Al momento l’unico farmaco disponibile per il malati di SLA è il Riluzolo, un rallentatore della malattia che però ha effetti collaterali a livello del fegato. Tutto il resto, come gli integratori che sta assumendo Pietro, sono iniziative singole di ciascuna persona, in cerca di cure alternative di supporto in attesa che la ricerca riparta.
Anche per Andrea Marini, 37 anni, affetto da Sclerosi Multipla dal febbraio del 2019, la sperimentazione con le cellule staminali è l’unica speranza rimasta dopo che il lockdown dello scorso anno ha causato un ritardo nei trattamenti contro la sua malattia, provocandogli una lesione irreversibile a livello neurologico, impattando sul suo equilibrio.
Originario di Legnago, ma residente in Germania dove gestisce un ristorante assieme ai genitori, prima della pandemia Andrea si recava all’ospedale Mater Salutis di Legnago ogni sei mesi per ricevere un medicinale molto costoso, Ocrevus, un farmaco che viene iniettato tramite infusione endovenosa.

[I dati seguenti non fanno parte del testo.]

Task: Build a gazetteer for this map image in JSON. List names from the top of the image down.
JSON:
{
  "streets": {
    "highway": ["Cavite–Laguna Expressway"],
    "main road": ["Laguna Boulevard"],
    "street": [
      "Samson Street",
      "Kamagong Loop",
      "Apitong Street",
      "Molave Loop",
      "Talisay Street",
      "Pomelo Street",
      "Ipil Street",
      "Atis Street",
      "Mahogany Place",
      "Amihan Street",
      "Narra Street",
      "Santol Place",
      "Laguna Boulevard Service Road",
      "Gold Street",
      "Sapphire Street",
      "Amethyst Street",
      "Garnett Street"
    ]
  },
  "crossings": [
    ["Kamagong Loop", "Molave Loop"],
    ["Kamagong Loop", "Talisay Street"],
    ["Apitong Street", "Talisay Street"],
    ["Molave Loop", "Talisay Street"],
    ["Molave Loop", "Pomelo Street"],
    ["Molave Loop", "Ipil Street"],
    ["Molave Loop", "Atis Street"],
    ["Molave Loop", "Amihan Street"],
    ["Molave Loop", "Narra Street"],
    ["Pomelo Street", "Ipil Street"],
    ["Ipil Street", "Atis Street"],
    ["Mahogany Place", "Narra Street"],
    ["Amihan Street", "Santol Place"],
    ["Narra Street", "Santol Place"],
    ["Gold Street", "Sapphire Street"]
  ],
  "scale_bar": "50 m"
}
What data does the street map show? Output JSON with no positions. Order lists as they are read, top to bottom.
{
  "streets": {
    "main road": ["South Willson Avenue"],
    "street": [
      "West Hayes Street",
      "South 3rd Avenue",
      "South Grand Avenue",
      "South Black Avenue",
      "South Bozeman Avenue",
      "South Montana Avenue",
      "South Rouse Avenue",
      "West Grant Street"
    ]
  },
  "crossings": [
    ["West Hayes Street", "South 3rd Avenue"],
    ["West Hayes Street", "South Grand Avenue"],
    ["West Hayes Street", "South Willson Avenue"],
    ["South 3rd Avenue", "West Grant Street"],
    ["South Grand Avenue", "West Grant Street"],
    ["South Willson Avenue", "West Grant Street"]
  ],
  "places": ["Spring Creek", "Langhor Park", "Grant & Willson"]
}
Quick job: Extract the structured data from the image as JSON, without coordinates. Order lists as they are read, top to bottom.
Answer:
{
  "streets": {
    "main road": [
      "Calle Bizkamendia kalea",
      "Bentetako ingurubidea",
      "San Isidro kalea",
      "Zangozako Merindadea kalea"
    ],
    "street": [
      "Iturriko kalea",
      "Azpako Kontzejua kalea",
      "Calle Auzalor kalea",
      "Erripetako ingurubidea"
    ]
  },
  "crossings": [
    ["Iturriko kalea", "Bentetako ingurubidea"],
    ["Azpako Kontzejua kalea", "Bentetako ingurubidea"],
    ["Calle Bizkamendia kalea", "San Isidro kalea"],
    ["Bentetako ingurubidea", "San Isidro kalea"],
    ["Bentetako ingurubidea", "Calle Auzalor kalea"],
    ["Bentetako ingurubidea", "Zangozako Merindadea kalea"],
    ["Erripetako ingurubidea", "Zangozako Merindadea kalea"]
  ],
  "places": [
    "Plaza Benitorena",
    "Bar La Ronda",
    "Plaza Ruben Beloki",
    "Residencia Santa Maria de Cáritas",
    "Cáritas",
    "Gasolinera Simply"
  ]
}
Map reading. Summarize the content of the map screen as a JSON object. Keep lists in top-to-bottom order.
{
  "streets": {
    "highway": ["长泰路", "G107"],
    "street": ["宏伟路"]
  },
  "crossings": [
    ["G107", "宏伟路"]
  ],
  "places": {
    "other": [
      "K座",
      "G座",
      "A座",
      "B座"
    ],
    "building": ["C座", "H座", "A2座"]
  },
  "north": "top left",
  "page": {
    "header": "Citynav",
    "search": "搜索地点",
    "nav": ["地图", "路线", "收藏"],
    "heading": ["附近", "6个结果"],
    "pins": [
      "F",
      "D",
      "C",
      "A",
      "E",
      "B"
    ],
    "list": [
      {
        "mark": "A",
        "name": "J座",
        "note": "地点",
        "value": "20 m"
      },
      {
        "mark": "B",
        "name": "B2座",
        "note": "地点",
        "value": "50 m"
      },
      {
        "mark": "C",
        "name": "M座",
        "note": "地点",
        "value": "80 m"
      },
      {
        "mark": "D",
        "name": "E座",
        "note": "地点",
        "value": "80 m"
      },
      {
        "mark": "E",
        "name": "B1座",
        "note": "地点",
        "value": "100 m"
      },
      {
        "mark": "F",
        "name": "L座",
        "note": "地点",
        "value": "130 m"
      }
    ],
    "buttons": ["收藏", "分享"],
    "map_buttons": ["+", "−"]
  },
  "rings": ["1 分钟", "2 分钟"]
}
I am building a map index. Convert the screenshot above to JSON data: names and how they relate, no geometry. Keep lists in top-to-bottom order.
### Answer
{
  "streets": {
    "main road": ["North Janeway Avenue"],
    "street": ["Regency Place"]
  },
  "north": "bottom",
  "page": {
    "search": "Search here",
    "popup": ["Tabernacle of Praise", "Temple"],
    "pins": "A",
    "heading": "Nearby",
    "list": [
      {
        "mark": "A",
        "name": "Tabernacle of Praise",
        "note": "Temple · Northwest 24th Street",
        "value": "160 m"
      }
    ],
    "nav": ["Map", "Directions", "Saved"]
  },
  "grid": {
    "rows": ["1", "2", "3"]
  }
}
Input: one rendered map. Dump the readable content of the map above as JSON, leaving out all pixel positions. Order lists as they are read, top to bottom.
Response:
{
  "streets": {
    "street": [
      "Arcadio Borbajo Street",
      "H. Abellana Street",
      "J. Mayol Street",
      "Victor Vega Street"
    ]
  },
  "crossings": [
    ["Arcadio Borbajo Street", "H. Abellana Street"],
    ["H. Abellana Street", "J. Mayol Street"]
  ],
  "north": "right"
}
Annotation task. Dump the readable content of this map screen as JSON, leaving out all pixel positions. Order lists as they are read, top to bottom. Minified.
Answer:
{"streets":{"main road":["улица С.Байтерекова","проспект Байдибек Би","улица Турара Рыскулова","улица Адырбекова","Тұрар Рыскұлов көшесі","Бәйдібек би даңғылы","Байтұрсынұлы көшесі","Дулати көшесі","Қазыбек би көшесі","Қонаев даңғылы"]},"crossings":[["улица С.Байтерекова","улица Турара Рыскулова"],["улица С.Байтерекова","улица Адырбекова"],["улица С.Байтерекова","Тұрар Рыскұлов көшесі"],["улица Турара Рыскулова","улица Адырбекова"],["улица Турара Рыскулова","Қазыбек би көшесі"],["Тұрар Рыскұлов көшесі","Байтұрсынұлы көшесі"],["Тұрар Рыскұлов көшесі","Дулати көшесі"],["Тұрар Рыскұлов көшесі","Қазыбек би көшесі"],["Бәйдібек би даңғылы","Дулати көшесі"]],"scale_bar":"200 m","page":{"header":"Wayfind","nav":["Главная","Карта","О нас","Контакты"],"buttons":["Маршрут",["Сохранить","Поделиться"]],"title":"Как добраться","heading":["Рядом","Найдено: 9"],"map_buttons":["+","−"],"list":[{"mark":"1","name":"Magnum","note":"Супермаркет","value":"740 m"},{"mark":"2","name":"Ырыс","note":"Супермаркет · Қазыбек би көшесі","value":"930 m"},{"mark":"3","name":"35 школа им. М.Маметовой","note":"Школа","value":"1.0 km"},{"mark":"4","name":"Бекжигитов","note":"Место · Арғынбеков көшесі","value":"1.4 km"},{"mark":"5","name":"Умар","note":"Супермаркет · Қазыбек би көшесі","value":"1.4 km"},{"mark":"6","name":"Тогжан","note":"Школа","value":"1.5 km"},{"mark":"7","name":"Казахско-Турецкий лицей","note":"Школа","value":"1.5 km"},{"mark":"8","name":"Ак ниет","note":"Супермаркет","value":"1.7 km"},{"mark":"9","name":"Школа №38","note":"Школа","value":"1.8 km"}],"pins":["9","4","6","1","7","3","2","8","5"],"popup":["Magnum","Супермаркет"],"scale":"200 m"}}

“Il mio terzo trattamento previsto a marzo 2020 è stato posticipato a novembre del 2020 a causa del lockdown”, ricorda Andrea, “le frontiere erano chiuse, non era possibile spostarsi, nemmeno per una cura “salvavita” come la mia, nonostante io abbia cercato, inutilmente, di ottenere un lasciapassare. Quei mesi di fermo hanno permesso alla mia malattia di galoppare e danneggiare il sistema dell’equilibrio. Ora faccio fatica a stare in piedi, mi muovo con due stampelle. E’ stato un colpo per me capire di perdere pian piano dei pezzetti. Prima il passo, poi un po’ la vista, ora l’equilibrio. Non riesco più a gestire la giornata come prima, lavorare è diventato sempre più difficile”.
Tre anni fa Andrea ha adottato Sam dalla Sicilia, un malamute di 6 anni, grazie al quale (prima della lesione all’equilibrio) ha trovato la forza di andare a fare delle brevi passeggiate, sfidando la sua malattia.
“Sam mi ha aiutato tanto”, confessa Andrea, “mi fa da angelo custode, controlla se sto bene, dorme con me. Ora però avendo perso l’equilibrio, non riesco più a camminare da solo con lui”.
Il lockdown ha compromesso irrimediabilmente la salute di Andrea. Ora la sua unica speranza è un trapianto autologo di cellule staminali. Poche settimane fa Andrea, dopo una serie di visite durate due mesi, si è recato all’ospedale di Genova per sottoporsi a chemioterapia, parte del cosiddetto “protocollo di condizionamento” necessario per permettere alle cellule staminali, prelevate dal sangue di Andrea, di essere infuse.
Ora Andrea dovrà aspettare un paio di mesi prima di tornare a Genova e sottoporsi al trapianto. Nella speranza che il suo corpo reagisca positivamente al trattamento.